(Problem) Only one stretch of the data below is wanted: the lines from the one with "g.font = font" through the one with "M 810,101 L 826,113 L 810,134 L 795,122 Z", repeated exactly.

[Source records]

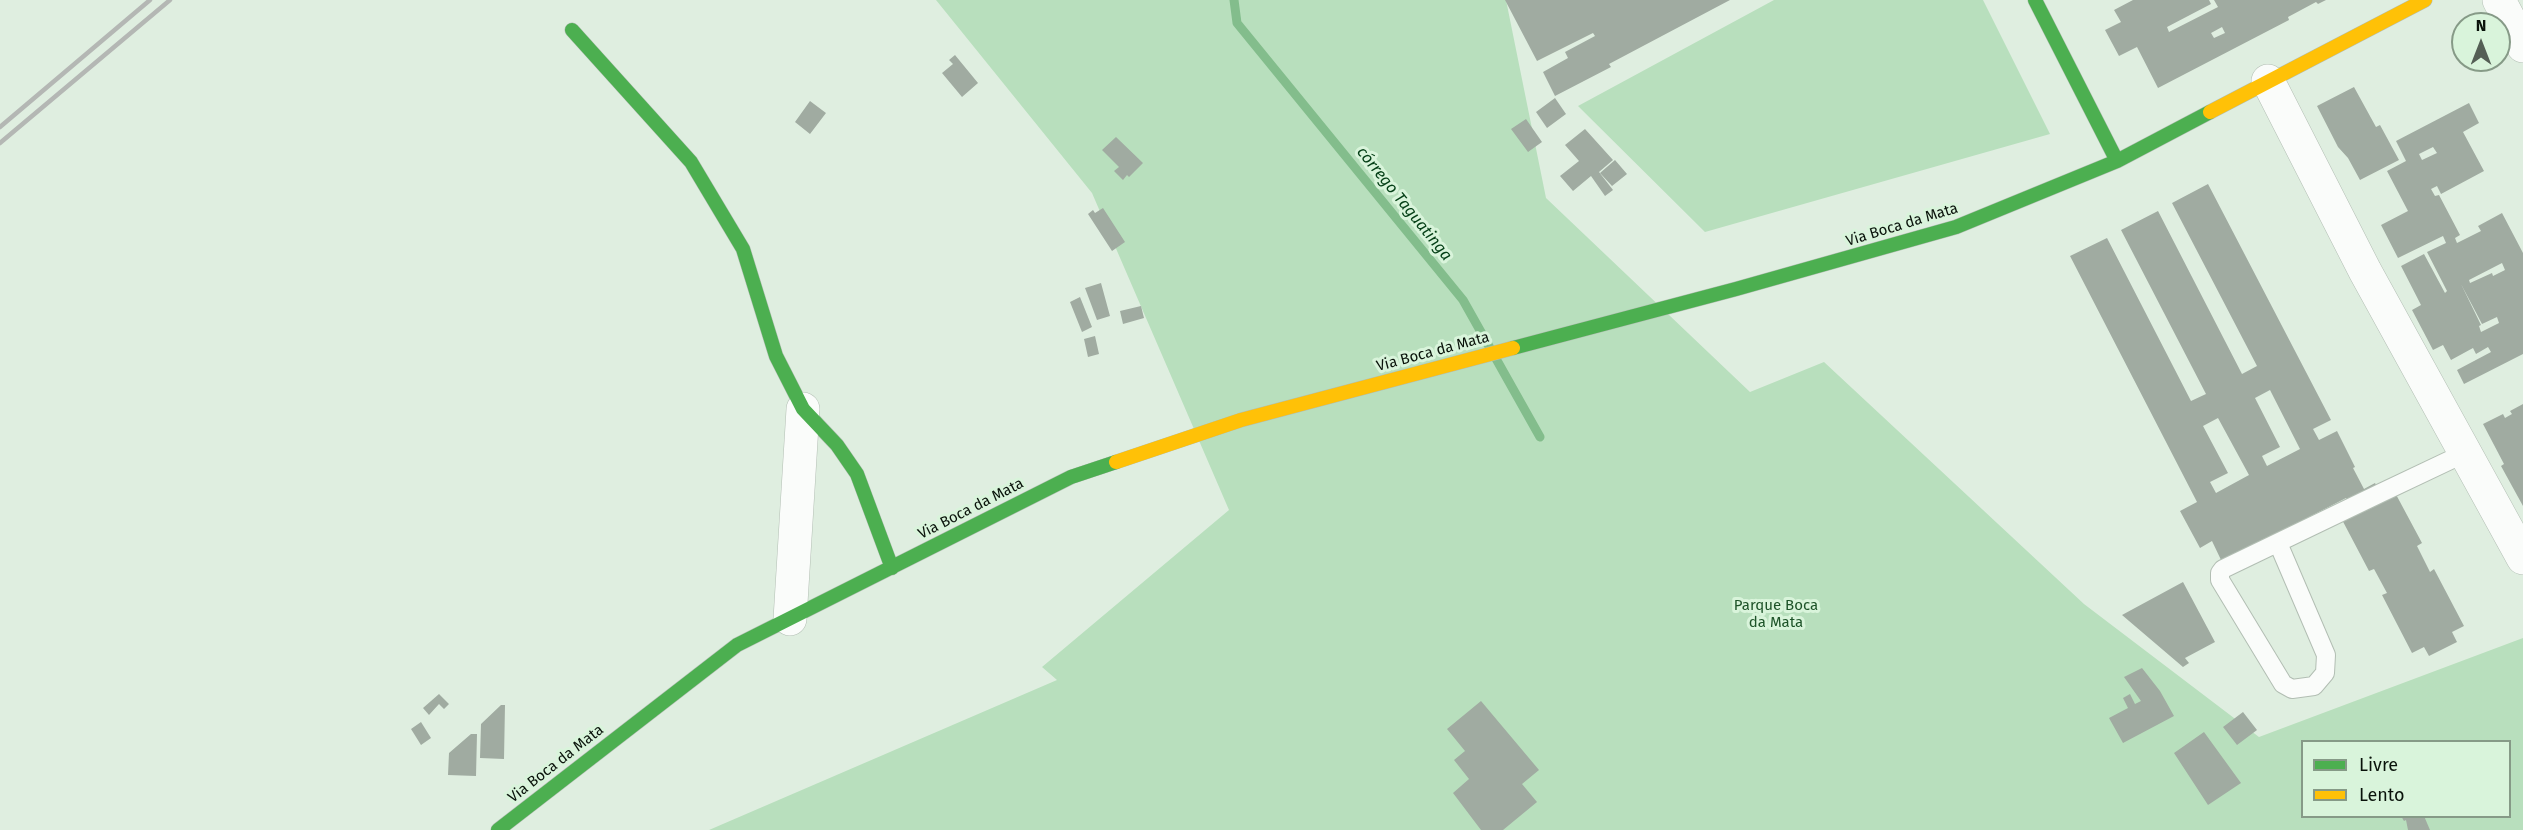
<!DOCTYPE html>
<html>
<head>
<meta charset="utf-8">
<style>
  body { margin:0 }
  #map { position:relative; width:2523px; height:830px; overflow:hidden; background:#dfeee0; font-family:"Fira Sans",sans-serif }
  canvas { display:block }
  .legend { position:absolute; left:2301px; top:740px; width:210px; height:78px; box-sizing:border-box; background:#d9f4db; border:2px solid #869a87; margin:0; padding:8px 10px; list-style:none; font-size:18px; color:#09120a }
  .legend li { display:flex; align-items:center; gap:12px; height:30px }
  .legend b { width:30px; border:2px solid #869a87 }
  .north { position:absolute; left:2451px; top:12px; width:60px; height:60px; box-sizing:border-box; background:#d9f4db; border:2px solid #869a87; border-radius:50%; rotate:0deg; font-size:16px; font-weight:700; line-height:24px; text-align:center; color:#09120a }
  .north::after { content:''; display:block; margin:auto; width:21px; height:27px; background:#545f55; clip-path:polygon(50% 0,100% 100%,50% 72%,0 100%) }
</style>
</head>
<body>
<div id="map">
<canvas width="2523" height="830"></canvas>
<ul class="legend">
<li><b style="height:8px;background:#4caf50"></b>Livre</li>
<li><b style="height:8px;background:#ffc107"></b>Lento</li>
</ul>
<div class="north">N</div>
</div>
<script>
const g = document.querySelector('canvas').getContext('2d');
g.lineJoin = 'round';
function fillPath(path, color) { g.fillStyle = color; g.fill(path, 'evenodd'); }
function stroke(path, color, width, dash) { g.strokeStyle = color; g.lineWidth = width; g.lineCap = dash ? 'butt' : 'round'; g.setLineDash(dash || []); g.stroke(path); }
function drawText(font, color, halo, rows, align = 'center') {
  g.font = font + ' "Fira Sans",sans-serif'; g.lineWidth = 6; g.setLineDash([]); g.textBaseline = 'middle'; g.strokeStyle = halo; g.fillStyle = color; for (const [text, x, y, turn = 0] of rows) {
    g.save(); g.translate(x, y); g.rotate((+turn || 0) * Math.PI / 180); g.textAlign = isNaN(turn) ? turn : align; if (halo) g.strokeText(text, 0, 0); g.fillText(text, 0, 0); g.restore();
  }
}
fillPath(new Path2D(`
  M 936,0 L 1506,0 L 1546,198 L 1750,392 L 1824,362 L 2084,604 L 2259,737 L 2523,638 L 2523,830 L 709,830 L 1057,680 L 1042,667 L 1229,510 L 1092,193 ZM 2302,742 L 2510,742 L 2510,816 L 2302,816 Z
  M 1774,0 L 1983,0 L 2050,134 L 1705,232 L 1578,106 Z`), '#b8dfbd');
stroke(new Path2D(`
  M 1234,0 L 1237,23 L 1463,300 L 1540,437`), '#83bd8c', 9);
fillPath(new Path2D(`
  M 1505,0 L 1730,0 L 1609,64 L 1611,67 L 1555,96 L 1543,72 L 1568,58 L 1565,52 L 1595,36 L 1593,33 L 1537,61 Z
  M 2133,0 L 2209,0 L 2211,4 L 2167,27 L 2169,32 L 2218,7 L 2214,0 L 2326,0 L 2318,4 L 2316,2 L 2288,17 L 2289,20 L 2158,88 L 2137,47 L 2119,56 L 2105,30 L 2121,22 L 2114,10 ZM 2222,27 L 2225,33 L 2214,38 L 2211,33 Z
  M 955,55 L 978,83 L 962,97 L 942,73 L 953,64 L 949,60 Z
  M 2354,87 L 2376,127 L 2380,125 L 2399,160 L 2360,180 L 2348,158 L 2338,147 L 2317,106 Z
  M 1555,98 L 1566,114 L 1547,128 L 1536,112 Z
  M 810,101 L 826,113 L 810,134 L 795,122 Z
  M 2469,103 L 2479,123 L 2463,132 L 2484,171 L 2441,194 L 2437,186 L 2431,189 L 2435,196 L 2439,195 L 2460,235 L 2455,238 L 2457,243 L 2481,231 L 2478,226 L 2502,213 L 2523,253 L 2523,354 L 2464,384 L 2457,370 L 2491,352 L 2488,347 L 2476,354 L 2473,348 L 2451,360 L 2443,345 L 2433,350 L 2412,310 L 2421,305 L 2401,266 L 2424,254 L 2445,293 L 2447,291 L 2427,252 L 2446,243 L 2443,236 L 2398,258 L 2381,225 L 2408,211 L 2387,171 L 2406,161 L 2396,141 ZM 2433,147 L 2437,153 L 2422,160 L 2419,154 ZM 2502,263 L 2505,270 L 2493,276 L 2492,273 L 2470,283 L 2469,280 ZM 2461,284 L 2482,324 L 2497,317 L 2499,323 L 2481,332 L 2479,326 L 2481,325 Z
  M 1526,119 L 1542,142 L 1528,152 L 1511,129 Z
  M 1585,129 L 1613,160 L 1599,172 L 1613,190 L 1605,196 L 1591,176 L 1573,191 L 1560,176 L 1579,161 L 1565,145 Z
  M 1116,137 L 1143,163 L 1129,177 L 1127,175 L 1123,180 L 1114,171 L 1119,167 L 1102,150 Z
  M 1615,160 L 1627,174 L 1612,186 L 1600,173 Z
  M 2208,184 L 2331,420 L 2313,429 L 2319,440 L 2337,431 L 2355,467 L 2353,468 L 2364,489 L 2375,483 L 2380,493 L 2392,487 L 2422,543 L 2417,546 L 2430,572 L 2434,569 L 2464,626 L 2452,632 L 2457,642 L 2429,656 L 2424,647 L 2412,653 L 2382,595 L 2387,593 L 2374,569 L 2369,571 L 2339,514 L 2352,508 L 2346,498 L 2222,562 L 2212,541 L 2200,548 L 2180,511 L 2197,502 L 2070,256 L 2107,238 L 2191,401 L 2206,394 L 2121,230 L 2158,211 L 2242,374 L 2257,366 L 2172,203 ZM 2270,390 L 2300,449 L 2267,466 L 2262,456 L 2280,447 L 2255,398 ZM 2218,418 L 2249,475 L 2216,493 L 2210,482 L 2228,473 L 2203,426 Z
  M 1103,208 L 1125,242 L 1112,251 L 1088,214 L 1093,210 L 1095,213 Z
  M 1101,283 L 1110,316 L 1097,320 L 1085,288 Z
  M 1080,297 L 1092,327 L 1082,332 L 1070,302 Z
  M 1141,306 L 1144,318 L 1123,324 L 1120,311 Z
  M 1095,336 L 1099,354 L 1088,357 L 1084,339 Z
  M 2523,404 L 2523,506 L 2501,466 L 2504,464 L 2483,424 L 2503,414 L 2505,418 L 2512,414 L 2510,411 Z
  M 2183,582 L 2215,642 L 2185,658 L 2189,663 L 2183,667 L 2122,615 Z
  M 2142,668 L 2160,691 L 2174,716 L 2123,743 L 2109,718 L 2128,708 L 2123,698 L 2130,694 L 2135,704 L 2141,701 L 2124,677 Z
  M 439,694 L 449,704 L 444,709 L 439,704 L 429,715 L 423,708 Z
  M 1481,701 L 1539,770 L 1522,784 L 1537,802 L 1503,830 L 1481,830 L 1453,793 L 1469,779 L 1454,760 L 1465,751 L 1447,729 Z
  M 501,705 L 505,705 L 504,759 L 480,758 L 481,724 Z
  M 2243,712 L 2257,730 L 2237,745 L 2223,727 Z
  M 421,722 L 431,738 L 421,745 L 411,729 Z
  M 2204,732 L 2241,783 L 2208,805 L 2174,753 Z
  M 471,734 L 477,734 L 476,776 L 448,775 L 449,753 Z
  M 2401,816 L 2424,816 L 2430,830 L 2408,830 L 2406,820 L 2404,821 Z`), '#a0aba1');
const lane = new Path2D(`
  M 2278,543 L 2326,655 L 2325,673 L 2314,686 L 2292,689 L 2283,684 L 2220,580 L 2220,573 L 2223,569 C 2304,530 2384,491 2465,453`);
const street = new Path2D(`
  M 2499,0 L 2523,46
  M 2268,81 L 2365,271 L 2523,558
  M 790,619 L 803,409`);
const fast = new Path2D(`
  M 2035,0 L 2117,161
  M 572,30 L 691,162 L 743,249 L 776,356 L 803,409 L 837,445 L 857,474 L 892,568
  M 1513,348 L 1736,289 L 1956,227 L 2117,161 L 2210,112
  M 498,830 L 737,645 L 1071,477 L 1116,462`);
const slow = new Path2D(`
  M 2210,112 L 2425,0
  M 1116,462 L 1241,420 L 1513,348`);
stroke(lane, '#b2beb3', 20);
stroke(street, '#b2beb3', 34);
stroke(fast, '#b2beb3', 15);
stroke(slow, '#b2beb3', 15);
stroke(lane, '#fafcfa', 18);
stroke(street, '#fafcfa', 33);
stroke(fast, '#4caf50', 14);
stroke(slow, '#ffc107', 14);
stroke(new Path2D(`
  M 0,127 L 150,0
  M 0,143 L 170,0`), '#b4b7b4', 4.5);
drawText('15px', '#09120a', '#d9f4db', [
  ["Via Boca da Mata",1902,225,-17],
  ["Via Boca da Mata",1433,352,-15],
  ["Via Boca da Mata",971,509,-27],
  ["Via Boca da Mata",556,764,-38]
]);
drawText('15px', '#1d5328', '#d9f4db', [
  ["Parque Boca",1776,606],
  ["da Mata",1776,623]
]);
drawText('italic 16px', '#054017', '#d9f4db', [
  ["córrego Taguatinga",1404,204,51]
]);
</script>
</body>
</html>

(Worked solution)
  g.font = font + ' "Fira Sans",sans-serif'; g.lineWidth = 6; g.setLineDash([]); g.textBaseline = 'middle'; g.strokeStyle = halo; g.fillStyle = color; for (const [text, x, y, turn = 0] of rows) {
    g.save(); g.translate(x, y); g.rotate((+turn || 0) * Math.PI / 180); g.textAlign = isNaN(turn) ? turn : align; if (halo) g.strokeText(text, 0, 0); g.fillText(text, 0, 0); g.restore();
  }
}
fillPath(new Path2D(`
  M 936,0 L 1506,0 L 1546,198 L 1750,392 L 1824,362 L 2084,604 L 2259,737 L 2523,638 L 2523,830 L 709,830 L 1057,680 L 1042,667 L 1229,510 L 1092,193 ZM 2302,742 L 2510,742 L 2510,816 L 2302,816 Z
  M 1774,0 L 1983,0 L 2050,134 L 1705,232 L 1578,106 Z`), '#b8dfbd');
stroke(new Path2D(`
  M 1234,0 L 1237,23 L 1463,300 L 1540,437`), '#83bd8c', 9);
fillPath(new Path2D(`
  M 1505,0 L 1730,0 L 1609,64 L 1611,67 L 1555,96 L 1543,72 L 1568,58 L 1565,52 L 1595,36 L 1593,33 L 1537,61 Z
  M 2133,0 L 2209,0 L 2211,4 L 2167,27 L 2169,32 L 2218,7 L 2214,0 L 2326,0 L 2318,4 L 2316,2 L 2288,17 L 2289,20 L 2158,88 L 2137,47 L 2119,56 L 2105,30 L 2121,22 L 2114,10 ZM 2222,27 L 2225,33 L 2214,38 L 2211,33 Z
  M 955,55 L 978,83 L 962,97 L 942,73 L 953,64 L 949,60 Z
  M 2354,87 L 2376,127 L 2380,125 L 2399,160 L 2360,180 L 2348,158 L 2338,147 L 2317,106 Z
  M 1555,98 L 1566,114 L 1547,128 L 1536,112 Z
  M 810,101 L 826,113 L 810,134 L 795,122 Z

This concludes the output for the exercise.